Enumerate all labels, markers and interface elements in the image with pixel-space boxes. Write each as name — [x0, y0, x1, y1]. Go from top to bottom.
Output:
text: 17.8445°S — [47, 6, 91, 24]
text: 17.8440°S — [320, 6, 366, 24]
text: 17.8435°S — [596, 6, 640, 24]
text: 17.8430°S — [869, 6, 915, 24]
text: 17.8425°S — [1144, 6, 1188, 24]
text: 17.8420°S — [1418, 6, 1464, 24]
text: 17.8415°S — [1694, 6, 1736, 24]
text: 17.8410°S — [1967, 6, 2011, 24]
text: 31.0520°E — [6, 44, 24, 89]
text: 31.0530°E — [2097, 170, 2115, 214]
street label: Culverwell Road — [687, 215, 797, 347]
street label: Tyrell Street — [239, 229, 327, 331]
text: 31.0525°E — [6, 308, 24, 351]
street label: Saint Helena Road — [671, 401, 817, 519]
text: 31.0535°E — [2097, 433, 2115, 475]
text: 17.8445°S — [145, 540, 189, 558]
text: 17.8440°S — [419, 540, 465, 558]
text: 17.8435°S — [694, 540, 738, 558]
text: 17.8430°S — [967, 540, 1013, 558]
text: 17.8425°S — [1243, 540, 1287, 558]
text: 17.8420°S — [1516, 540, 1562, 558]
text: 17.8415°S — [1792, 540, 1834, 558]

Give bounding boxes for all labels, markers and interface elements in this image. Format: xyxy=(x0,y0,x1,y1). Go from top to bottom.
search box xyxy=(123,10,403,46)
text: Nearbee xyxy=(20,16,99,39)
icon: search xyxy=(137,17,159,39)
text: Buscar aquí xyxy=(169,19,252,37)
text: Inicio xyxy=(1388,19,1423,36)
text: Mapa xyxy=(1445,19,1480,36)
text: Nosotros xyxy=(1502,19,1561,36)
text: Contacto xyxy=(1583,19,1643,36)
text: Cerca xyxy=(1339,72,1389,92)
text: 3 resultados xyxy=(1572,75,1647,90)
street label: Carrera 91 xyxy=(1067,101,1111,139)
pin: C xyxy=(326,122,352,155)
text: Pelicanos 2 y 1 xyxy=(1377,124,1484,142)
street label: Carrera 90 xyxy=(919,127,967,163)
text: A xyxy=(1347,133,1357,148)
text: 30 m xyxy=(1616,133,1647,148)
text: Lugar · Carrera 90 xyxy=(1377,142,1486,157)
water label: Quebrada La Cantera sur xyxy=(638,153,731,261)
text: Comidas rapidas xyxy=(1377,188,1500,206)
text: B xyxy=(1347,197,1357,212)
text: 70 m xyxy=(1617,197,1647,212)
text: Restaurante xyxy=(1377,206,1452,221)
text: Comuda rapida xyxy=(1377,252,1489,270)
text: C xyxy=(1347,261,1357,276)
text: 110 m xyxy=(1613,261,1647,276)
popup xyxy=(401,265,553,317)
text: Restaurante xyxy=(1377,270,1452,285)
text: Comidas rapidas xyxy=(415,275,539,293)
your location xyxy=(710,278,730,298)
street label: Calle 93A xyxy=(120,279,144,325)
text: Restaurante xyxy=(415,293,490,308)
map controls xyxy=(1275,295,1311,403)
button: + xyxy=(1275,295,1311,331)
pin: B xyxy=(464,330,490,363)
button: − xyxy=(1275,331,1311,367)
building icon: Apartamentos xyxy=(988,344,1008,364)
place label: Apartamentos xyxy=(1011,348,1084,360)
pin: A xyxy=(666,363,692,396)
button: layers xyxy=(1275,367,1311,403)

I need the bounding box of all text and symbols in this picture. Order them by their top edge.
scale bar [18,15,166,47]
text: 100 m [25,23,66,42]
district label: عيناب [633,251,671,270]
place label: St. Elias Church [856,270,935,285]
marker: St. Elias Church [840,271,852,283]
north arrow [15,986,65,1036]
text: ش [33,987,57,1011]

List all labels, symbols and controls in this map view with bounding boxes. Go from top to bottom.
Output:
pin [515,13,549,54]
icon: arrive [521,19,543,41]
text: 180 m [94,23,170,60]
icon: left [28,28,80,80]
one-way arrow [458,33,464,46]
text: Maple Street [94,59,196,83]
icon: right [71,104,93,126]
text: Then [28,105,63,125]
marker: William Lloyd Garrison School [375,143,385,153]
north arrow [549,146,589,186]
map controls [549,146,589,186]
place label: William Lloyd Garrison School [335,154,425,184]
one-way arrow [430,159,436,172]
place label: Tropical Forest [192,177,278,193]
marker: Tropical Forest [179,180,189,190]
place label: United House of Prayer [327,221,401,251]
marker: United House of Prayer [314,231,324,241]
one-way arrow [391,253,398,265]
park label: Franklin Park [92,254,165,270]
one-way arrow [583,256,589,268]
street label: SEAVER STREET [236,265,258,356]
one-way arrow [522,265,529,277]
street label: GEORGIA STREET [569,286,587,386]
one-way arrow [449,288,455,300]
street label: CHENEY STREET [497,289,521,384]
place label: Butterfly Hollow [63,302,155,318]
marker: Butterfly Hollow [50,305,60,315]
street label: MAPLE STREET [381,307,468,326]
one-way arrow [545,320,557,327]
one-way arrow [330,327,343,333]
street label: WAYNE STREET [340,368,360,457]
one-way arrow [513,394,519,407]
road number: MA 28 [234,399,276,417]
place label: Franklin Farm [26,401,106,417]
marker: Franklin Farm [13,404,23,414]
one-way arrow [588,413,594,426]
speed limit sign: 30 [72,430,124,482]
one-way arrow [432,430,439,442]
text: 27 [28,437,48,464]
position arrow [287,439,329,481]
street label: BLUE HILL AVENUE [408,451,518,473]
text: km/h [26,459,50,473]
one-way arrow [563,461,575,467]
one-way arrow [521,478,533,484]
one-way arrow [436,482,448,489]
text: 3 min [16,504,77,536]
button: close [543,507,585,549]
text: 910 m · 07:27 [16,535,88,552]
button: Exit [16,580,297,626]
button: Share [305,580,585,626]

■ **PROBLEM DETAILS**: Set every record down again, exactly as given.

■ **ANSWER FOR THE TASK**:
Enumerate all labels, markers and interface elements in the image with pixel-space boxes. Write each as name — [x0, y0, x1, y1]. Go from top to bottom.
Output:
text: 17.8445°S — [47, 6, 91, 24]
text: 17.8440°S — [320, 6, 366, 24]
text: 17.8435°S — [596, 6, 640, 24]
text: 17.8430°S — [869, 6, 915, 24]
text: 17.8425°S — [1144, 6, 1188, 24]
text: 17.8420°S — [1418, 6, 1464, 24]
text: 17.8415°S — [1694, 6, 1736, 24]
text: 17.8410°S — [1967, 6, 2011, 24]
text: 31.0520°E — [6, 44, 24, 89]
text: 31.0530°E — [2097, 170, 2115, 214]
street label: Culverwell Road — [687, 215, 797, 347]
street label: Tyrell Street — [239, 229, 327, 331]
text: 31.0525°E — [6, 308, 24, 351]
street label: Saint Helena Road — [671, 401, 817, 519]
text: 31.0535°E — [2097, 433, 2115, 475]
text: 17.8445°S — [145, 540, 189, 558]
text: 17.8440°S — [419, 540, 465, 558]
text: 17.8435°S — [694, 540, 738, 558]
text: 17.8430°S — [967, 540, 1013, 558]
text: 17.8425°S — [1243, 540, 1287, 558]
text: 17.8420°S — [1516, 540, 1562, 558]
text: 17.8415°S — [1792, 540, 1834, 558]

Give bounding boxes for all labels, markers and interface elements in this image. Format: xyxy=(x0,y0,x1,y1). Go from top to bottom.
search box xyxy=(123,10,403,46)
text: Nearbee xyxy=(20,16,99,39)
icon: search xyxy=(137,17,159,39)
text: Buscar aquí xyxy=(169,19,252,37)
text: Inicio xyxy=(1388,19,1423,36)
text: Mapa xyxy=(1445,19,1480,36)
text: Nosotros xyxy=(1502,19,1561,36)
text: Contacto xyxy=(1583,19,1643,36)
text: Cerca xyxy=(1339,72,1389,92)
text: 3 resultados xyxy=(1572,75,1647,90)
street label: Carrera 91 xyxy=(1067,101,1111,139)
pin: C xyxy=(326,122,352,155)
text: Pelicanos 2 y 1 xyxy=(1377,124,1484,142)
street label: Carrera 90 xyxy=(919,127,967,163)
text: A xyxy=(1347,133,1357,148)
text: 30 m xyxy=(1616,133,1647,148)
text: Lugar · Carrera 90 xyxy=(1377,142,1486,157)
water label: Quebrada La Cantera sur xyxy=(638,153,731,261)
text: Comidas rapidas xyxy=(1377,188,1500,206)
text: B xyxy=(1347,197,1357,212)
text: 70 m xyxy=(1617,197,1647,212)
text: Restaurante xyxy=(1377,206,1452,221)
text: Comuda rapida xyxy=(1377,252,1489,270)
text: C xyxy=(1347,261,1357,276)
text: 110 m xyxy=(1613,261,1647,276)
popup xyxy=(401,265,553,317)
text: Restaurante xyxy=(1377,270,1452,285)
text: Comidas rapidas xyxy=(415,275,539,293)
your location xyxy=(710,278,730,298)
street label: Calle 93A xyxy=(120,279,144,325)
text: Restaurante xyxy=(415,293,490,308)
map controls xyxy=(1275,295,1311,403)
button: + xyxy=(1275,295,1311,331)
pin: B xyxy=(464,330,490,363)
button: − xyxy=(1275,331,1311,367)
building icon: Apartamentos xyxy=(988,344,1008,364)
place label: Apartamentos xyxy=(1011,348,1084,360)
pin: A xyxy=(666,363,692,396)
button: layers xyxy=(1275,367,1311,403)

I need the bounding box of all text and symbols in this picture. Order them by their top edge.
scale bar [18,15,166,47]
text: 100 m [25,23,66,42]
district label: عيناب [633,251,671,270]
place label: St. Elias Church [856,270,935,285]
marker: St. Elias Church [840,271,852,283]
north arrow [15,986,65,1036]
text: ش [33,987,57,1011]

List all labels, symbols and controls in this map view with bounding boxes. Go from top to bottom.
Output:
pin [515,13,549,54]
icon: arrive [521,19,543,41]
text: 180 m [94,23,170,60]
icon: left [28,28,80,80]
one-way arrow [458,33,464,46]
text: Maple Street [94,59,196,83]
icon: right [71,104,93,126]
text: Then [28,105,63,125]
marker: William Lloyd Garrison School [375,143,385,153]
north arrow [549,146,589,186]
map controls [549,146,589,186]
place label: William Lloyd Garrison School [335,154,425,184]
one-way arrow [430,159,436,172]
place label: Tropical Forest [192,177,278,193]
marker: Tropical Forest [179,180,189,190]
place label: United House of Prayer [327,221,401,251]
marker: United House of Prayer [314,231,324,241]
one-way arrow [391,253,398,265]
park label: Franklin Park [92,254,165,270]
one-way arrow [583,256,589,268]
street label: SEAVER STREET [236,265,258,356]
one-way arrow [522,265,529,277]
street label: GEORGIA STREET [569,286,587,386]
one-way arrow [449,288,455,300]
street label: CHENEY STREET [497,289,521,384]
place label: Butterfly Hollow [63,302,155,318]
marker: Butterfly Hollow [50,305,60,315]
street label: MAPLE STREET [381,307,468,326]
one-way arrow [545,320,557,327]
one-way arrow [330,327,343,333]
street label: WAYNE STREET [340,368,360,457]
one-way arrow [513,394,519,407]
road number: MA 28 [234,399,276,417]
place label: Franklin Farm [26,401,106,417]
marker: Franklin Farm [13,404,23,414]
one-way arrow [588,413,594,426]
speed limit sign: 30 [72,430,124,482]
one-way arrow [432,430,439,442]
text: 27 [28,437,48,464]
position arrow [287,439,329,481]
street label: BLUE HILL AVENUE [408,451,518,473]
text: km/h [26,459,50,473]
one-way arrow [563,461,575,467]
one-way arrow [521,478,533,484]
one-way arrow [436,482,448,489]
text: 3 min [16,504,77,536]
button: close [543,507,585,549]
text: 910 m · 07:27 [16,535,88,552]
button: Exit [16,580,297,626]
button: Share [305,580,585,626]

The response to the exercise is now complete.